Yakshis under ashok trees were also important in early Buddhist monuments as a decorative element and are found in many ancient Buddhist archaeological sites. With the passing of the centuries the yakshi tinder the ashok tree became a standard decorative element of Hindu Indian sculpture and was integrated into Indian temple architecture as salabhanjika, because there is often a confusion between the ashok tree and the sal tree (Shorea robusta) in the ancient literature of the Indian Subcontinent.

This tree is also regarded with veneration in Jainism. In the Jain tradition Mahavira is said to have renounced the world under this kind of tree in Vaishali.

In Hinduism the ashok is considered a sacred tree. Not counting a multitude of local traditions connected to it, the ashok tree is worshipped in Chaitra, the first month of the Hindu Calendar.
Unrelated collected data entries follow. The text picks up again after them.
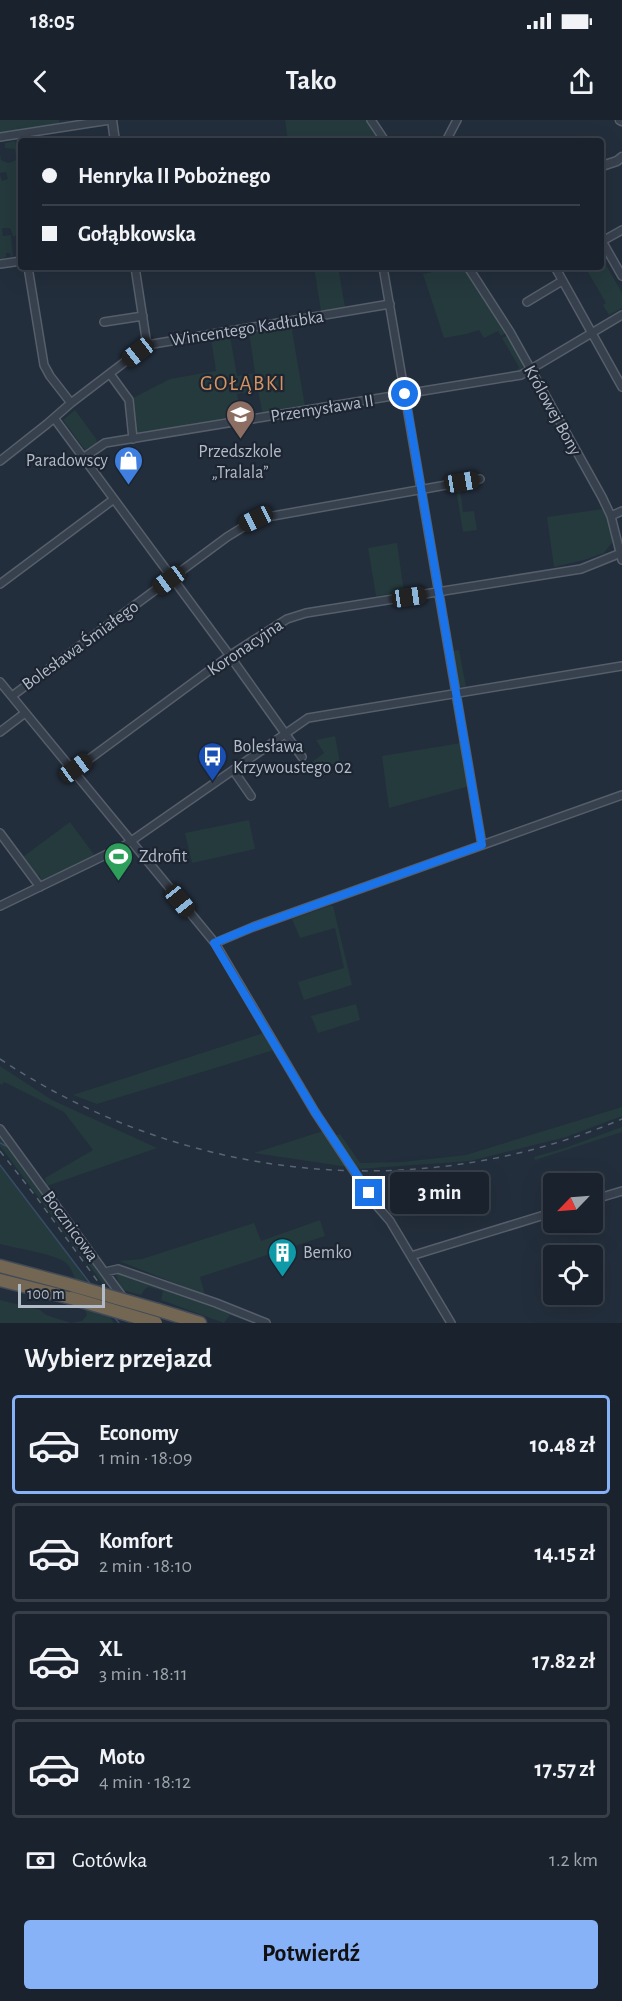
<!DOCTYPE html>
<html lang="pl">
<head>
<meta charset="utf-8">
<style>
	body { margin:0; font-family:"Alegreya Sans",sans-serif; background:#232a35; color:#f1f3f6; height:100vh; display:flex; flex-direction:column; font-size:22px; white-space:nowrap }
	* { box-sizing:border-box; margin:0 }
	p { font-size:20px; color:#9fa4aa }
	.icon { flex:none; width:33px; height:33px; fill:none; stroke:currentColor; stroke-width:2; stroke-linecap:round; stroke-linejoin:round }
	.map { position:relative; height:1203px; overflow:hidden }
	.drawer { display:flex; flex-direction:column; background:#1a222d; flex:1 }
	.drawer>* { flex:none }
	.hud { position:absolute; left:18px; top:18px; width:586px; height:132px; border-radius:6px; box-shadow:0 6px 24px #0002,0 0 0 2px #383f49; display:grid; align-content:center; height:132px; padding:0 24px; background:#1a222d }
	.needle { width:39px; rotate:245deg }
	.buttons { position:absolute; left:543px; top:1053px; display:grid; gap:12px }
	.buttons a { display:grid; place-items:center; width:60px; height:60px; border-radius:6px; background:#1a222d; box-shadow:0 6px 24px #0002,0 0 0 2px #383f49; font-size:30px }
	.scale { position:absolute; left:18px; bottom:15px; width:87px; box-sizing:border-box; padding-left:6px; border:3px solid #b2bbc8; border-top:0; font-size:16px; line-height:21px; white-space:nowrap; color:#b2bbc8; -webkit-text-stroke:4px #1c2531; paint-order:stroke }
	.end { position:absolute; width:27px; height:27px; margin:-14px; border:8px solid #1a73e8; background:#fff; box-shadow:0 0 0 3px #fff }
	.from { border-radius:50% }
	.bubble { position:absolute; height:42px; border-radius:6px; background:#1a222d; box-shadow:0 6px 24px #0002,0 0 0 2px #383f49; font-size:20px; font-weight:700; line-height:42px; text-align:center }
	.car { position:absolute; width:18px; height:36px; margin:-18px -9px; border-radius:8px; box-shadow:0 0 4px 2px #0007; background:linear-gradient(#222 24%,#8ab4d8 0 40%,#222 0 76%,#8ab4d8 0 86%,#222 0) }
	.hud b { display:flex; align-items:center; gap:21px; height:57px; font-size:22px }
	.hud b+b { border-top:2px solid #383f49 }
	.hud i { width:15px; height:15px; background:#f1f3f6 }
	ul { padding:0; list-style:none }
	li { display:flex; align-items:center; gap:18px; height:99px; margin:0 12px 9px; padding:0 12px; border:3px solid #383f49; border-radius:6px }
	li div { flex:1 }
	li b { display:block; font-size:22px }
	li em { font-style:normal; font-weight:700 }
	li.on { border-color:#87b2f8 }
	li>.icon { width:54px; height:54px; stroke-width:1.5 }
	h2 { padding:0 24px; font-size:27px; line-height:72px }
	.pay { display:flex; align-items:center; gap:15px; height:66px; padding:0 24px; font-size:22px }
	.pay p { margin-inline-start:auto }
	.cta { display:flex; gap:12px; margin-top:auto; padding:12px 24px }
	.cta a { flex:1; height:69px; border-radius:6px; background:#87b2f8; color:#111; font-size:24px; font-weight:700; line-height:69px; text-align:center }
	.status { display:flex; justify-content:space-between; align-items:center; height:42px; padding:0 30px; background:#1a222d; direction:ltr }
	.status svg { height:16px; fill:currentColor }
	header { display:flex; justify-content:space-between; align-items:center; height:78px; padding:0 24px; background:#1a222d; font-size:27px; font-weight:700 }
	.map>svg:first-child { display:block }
	.green { fill:#253a3d }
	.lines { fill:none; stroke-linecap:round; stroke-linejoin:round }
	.stream { stroke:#384b66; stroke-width:1.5 }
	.minor-casing { stroke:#555e6a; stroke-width:10 }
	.tertiary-casing { stroke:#555e6a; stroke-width:11 }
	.motorway-casing { stroke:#424b57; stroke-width:15 }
	.minor { stroke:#37404d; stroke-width:7 }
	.tertiary { stroke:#37404d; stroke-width:8 }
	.motorway { stroke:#736754; stroke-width:12 }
	.rail { stroke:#596474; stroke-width:1.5; stroke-dasharray:6 6; stroke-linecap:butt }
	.motorway-bridge-casing { stroke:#424b57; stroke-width:15; stroke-linecap:butt }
	.motorway-bridge { stroke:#736754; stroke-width:12 }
	.route { stroke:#1a73e8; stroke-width:8 }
	.labels { text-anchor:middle; stroke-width:4.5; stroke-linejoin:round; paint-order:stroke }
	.street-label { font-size:18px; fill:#b2bbc8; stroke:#1c2531 }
	.poi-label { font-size:18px; fill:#b2bbc8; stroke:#1c2531; text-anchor:start }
	.quarter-label { font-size:21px; letter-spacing:1.5px; fill:#d59461; stroke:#1c2531 }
</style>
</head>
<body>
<div class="status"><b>18:05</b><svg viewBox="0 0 49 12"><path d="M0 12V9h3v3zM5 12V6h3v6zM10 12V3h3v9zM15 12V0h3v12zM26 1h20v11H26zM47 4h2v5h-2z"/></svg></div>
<header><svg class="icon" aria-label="back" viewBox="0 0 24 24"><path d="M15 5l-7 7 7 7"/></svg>Tako<svg class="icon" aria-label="share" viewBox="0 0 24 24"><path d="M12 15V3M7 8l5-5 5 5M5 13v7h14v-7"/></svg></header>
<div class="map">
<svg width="622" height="1203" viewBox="0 0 622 1203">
	<rect width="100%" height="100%" fill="#232e3c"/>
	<path class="green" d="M0,0H59V3L2,14L0,13Z
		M285,0H366L380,21H288Z
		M15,21L21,47V115L13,116L10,108H2L3,116L11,115L13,136L11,137L10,133H6V137L0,139V55L2,61L8,59L6,52L0,53V34L1,40L8,43L17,40L15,29L5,28V23Z
		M602,138L622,173V188L609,195L603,185L606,183L585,147H602Z
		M314,147H338L345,187L321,191Z
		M456,147H465L506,213L501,216L498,211L484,218L479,210L466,214L444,218L423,154Z
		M291,205L305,286L260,294L262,291L258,270L237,274L241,295L234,298L134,314L131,279L170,259L216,251L211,218L230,216L237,256L255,253L249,212Z
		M508,215L524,242L522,250L517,251L519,247L502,218Z
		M542,276L573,331L570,334L539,280V277Z
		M75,290L97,320L96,323L85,330L63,300Z
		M460,369L463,392L474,391L477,410L463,412L456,370Z
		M595,370L607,396L614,420L604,433L584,440L554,447L547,397L603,389L593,371Z
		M397,423L404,472L376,476L368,428Z
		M459,530L466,567L459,566L453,531Z
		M335,616L340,643L305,649L285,621L287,620L303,641L312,642L324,633L316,620Z
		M461,623L468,663L466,667L389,688L382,636Z
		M249,700L255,729L192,743L185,713Z
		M70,702L95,736L42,762L39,755L35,757L15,730L17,728L24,736Z
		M329,786H333L352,865L304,880L298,862L344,848L335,808L300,818L292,799Z
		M356,884L360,900L318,913L311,896Z
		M264,913L274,930L97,984L73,975Z
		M0,946L52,980L157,1028L47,1066L45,1058L93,1030L64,992L4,962L2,965L0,964Z
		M622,987V996L566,1017L470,1041L358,1049L335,1016L340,1014L360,1043L402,1042L466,1035Z
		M622,1007V1012L535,1040L534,1037L565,1028Z
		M323,1011L348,1047L254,1033Z
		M0,1016L41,1070L110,1166L103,1164L0,1026Z
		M0,1044L66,1130L114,1203H0V1180L40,1190L46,1195L71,1203L82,1201L87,1195C82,1182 75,1149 65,1142C54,1134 15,1128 0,1124Z
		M320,1100L325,1116L200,1157L205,1175L119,1141L142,1139L254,1103L261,1121Z
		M118,1153L257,1203H252L230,1195L224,1203L161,1180L163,1171L149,1167L145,1169L141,1175L122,1170L116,1155Z"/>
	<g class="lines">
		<path class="stream" d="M0,1023L6,1026
			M0,1045L92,1166
			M114,1197L119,1203"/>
		<defs>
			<path id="minor" d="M371,0L385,21
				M0,17L110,0
				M446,21L457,0
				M606,119L622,110
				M602,121L622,156
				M0,144L21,141
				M28,147L44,245L50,256L71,283
				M135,147L147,225
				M383,147L482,725
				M468,147L510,212L602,377L611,396L622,440
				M555,147L622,267
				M527,182L562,161
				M104,202L143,196
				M110,254L129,280L133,319
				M54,298L227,532L302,637
				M83,338L105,323L521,255L622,195
				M0,341L47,304L71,283L147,225L390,184
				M611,396L622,391
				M0,464L114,379
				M0,562L215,823L315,992L377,1086L390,1101L451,1203
				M12,576L227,417L256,399L480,359
				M0,612L25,593
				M233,650L251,676
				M73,651L229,536L287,499L306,493L581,449L621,433
				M0,713L40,767
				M0,786L124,726L308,598L622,546
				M215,823L253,807L622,675
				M0,1009L124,1179
				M592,1080L622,1071
				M411,1136L554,1092
				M105,1152L118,1149L216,1183L266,1203"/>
			<path id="tertiary" d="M112,0L115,21
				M620,0L622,1
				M602,46L617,41L622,37"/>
			<path id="motorway" d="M0,1146L64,1163
				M0,1160L71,1178
				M158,1190L200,1203"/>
		</defs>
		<use href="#minor" class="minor-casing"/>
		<use href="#tertiary" class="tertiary-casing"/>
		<use href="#motorway" class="motorway-casing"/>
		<use href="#minor" class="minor"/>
		<use href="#tertiary" class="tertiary"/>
		<use href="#motorway" class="motorway"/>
		<path class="rail" d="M0,939C185,1062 417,1086 622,999
			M0,1031L37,1078L128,1203"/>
		<defs>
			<path id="motorway-bridge" d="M64,1163L158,1190
				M71,1178L156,1203"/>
		</defs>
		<use href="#motorway-bridge" class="motorway-bridge-casing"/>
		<use href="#motorway-bridge" class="motorway-bridge"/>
	</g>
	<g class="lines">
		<path class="route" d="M369,1073L315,992L214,823L253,807L482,725L405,274"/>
	</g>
	<defs>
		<symbol id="school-pin" viewBox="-11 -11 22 30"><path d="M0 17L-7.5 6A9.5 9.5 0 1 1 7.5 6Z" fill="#8d6e63" stroke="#1c2531"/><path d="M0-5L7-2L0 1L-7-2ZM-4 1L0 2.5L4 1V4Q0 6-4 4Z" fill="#fff"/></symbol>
		<symbol id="shop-pin" viewBox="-11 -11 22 30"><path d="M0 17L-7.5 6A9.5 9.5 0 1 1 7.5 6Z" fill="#3f7fe0" stroke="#1c2531"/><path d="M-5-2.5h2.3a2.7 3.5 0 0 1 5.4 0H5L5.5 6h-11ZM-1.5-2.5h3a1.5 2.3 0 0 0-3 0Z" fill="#fff"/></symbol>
		<symbol id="bus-pin" viewBox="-11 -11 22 30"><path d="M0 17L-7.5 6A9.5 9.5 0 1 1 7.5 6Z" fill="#1a4fb4" stroke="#1c2531"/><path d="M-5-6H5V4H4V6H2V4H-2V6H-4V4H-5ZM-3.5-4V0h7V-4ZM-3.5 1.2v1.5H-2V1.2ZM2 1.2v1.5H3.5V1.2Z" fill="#fff"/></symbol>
		<symbol id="stadium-pin" viewBox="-11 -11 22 30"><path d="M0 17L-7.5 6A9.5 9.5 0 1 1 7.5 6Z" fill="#2e9e5b" stroke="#1c2531"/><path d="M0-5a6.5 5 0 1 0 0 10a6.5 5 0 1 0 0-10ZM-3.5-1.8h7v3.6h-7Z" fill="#fff"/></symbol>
		<symbol id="building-pin" viewBox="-11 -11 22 30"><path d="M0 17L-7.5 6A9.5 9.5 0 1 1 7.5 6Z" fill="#0f9aa8" stroke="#1c2531"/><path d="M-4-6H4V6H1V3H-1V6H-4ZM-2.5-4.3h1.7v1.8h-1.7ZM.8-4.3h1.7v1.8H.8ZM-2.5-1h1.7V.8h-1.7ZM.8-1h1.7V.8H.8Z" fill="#fff"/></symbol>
	</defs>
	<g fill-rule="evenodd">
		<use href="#school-pin" x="224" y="278" width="33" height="45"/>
		<use href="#shop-pin" x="112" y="324" width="33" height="45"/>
		<use href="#bus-pin" x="196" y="620" width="33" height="45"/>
		<use href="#stadium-pin" x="102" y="720" width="33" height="45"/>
		<use href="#building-pin" x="266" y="1116" width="33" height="45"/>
	</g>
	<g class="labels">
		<g class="street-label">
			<text transform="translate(247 208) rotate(-9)" y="6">Wincentego Kadłubka</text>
			<text transform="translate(322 288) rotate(-9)" y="6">Przemysława II</text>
			<text transform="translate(553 290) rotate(61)" y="6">Królowej Bony</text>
			<text transform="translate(80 525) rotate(-36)" y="6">Bolesława Śmiałego</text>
			<text transform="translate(245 527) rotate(-34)" y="6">Koronacyjna</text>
			<text transform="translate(71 1106) rotate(54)" y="6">Bocznicowa</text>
		</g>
		<g class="poi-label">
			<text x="240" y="337" text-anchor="middle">Przedszkole<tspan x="240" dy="21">„Tralala”</tspan></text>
			<text x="108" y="346" text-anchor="end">Paradowscy</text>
			<text x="233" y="632">Bolesława<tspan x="233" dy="21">Krzywoustego 02</tspan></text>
			<text x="139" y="742">Zdrofit</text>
			<text x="303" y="1138">Bemko</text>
		</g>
		<g class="quarter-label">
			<text x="243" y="270">GOŁĄBKI</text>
		</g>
	</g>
</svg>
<div class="buttons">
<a><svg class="needle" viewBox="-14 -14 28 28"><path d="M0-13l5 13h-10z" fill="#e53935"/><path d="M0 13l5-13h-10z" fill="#9fa4aa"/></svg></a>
<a><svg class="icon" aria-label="locate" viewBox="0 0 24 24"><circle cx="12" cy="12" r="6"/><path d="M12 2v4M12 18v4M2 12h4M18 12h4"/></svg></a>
</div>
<div class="scale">100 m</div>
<i class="end from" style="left:405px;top:274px"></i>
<i class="end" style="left:369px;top:1073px"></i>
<div class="bubble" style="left:390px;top:1052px;width:99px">3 min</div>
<i class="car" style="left:138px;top:232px;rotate:232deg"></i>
<i class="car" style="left:462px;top:362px;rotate:81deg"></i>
<i class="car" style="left:256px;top:399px;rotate:244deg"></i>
<i class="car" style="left:169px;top:460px;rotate:234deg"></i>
<i class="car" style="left:409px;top:477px;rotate:82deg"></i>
<i class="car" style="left:76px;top:648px;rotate:54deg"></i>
<i class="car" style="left:180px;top:781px;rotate:141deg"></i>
<div class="hud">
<b><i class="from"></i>Henryka II Pobożnego</b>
<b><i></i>Gołąbkowska</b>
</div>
</div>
<section class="drawer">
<h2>Wybierz przejazd</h2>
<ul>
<li class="on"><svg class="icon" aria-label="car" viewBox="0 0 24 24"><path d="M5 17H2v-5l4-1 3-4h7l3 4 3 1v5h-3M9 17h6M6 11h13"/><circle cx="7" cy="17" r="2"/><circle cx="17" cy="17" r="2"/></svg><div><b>Economy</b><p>1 min · 18:09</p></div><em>10.48 zł</em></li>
<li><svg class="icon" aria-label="car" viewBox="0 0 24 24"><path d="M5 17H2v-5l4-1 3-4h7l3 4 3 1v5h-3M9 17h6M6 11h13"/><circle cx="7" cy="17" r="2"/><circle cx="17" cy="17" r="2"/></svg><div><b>Komfort</b><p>2 min · 18:10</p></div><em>14.15 zł</em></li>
<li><svg class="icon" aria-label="car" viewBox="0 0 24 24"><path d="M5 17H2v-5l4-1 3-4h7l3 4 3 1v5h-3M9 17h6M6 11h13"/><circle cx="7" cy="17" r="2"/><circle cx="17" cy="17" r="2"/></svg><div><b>XL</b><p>3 min · 18:11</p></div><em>17.82 zł</em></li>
<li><svg class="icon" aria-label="car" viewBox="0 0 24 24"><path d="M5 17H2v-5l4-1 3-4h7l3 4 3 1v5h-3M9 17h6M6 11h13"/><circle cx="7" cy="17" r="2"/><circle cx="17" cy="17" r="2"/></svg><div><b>Moto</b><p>4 min · 18:12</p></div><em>17.57 zł</em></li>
</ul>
<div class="pay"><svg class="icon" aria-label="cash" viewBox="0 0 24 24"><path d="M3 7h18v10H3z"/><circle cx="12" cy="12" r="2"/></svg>Gotówka<p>1.2 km</p></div>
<div class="cta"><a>Potwierdź</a></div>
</section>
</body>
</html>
It is also associated with Kamadeva, the Hindu god of Love, who included an Ashok blossom among the five flowers in his quiver. Hence, the ashok tree is often mentioned in classical Indian religious and amorous poetry, having at least 16 different names in Sanskrit referring to the tree or its flowers.

In Mahakavya, or Indian epic poetry, the ashok tree is mentioned in the Ramayana in reference to the Ashok Vatika (garden of Ashok trees) where Hanuman first meets Sita.


Decoction                                        -50-100 ml.

Powder                                             -3-5 gms.


  1. In Meno-metrorrhagia, Leucorrhoea, Dysmenorrhoea & other Uterine disorders-One should take milk boiled with the decoction of Ashok bark.
  1. In Intrinsic haemorrhage-Ashok flowers are used.
  1. Ashok seed taken with water alleviates suppression of Urine & Calculus.
  1. One should use it in cased of burning sensation.